U.S. pregnancy and abortion rates have both hit record lows, according to a new report using 20 years of data through 2010.
Pregnancies fell to 6.155 million in 2010, the lowest number since 1986, according to researchers.
"The pregnancy rate for women in the United States continued to decline in 2010, to 98.7 per 1,000 women aged 15-44, a record low for the 1976-2010 period. This level was 15 percent below the 1990 peak," said Sally Curtin and Joyce Abma of the National Center for Health Statistics, or NCHS, and Kathryn Kost of the Guttmacher Institute.
Abortions fell by 35 percent, with just 17.7 abortions per 1,000 women aged 15 to 44, according to the NCHS, a branch of the Centers for Disease Control and Prevention.
"Abortion has been on a nearly steady decline since the rate peaked in 1980," said Curtin.
'Highly effective'
Kost said “highly effective” methods of birth control were an important trend for driving down the abortion rate.
While the latest data is from 2010, there is evidence that the birth rate rose by 1 percent in 2014, largely because of older women having children.
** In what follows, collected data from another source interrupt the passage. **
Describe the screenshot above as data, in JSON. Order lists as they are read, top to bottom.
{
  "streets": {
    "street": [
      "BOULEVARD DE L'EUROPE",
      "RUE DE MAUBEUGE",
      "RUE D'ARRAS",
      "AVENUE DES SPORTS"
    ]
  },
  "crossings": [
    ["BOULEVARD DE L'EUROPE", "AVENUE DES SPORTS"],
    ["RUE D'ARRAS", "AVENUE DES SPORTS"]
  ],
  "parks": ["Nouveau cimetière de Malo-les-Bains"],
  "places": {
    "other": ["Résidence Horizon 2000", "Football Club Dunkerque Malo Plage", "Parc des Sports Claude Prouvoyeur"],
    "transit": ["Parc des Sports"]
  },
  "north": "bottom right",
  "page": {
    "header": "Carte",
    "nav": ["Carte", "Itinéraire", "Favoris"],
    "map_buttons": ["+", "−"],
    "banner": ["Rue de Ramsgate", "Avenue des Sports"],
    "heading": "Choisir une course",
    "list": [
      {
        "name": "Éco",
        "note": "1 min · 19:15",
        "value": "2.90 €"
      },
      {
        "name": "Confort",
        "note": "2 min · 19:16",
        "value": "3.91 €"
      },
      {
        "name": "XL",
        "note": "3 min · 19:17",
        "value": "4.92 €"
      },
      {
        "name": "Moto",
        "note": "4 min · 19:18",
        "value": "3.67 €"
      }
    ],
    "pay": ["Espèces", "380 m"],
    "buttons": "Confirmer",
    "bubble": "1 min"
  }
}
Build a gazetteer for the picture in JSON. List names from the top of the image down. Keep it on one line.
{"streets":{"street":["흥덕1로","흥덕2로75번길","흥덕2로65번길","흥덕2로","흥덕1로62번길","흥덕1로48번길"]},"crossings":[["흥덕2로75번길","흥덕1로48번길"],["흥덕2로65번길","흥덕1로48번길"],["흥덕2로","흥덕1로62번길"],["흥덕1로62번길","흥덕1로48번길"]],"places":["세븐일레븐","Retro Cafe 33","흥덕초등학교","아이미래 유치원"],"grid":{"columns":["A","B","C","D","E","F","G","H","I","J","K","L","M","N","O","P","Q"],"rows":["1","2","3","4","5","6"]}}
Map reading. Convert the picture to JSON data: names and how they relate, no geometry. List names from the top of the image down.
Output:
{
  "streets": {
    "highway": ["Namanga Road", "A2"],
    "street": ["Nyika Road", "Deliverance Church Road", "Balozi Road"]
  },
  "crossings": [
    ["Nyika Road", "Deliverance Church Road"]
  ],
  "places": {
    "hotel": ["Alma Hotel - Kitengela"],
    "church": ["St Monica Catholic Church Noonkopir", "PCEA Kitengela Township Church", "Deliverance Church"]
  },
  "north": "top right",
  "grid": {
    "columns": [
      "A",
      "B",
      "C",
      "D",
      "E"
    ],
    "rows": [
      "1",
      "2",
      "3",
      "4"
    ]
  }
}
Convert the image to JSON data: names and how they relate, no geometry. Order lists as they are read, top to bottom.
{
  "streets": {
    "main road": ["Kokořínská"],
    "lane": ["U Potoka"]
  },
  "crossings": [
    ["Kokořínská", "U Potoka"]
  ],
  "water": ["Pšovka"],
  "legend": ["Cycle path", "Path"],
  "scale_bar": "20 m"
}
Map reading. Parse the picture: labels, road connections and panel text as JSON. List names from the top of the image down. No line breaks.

Researchers did not give reasons for the drop in pregnancies, but other studies show that half of the pregnancies in the United States are unplanned.The U.S. teen birth rate is seven times that of some other developed countries.
"Across the states, the rate of unintended pregnancy is going down," Kost said. "That suggests that fewer women are getting pregnant when they don't want to. It's happening across the board, and affects the birth rate and the abortion rate."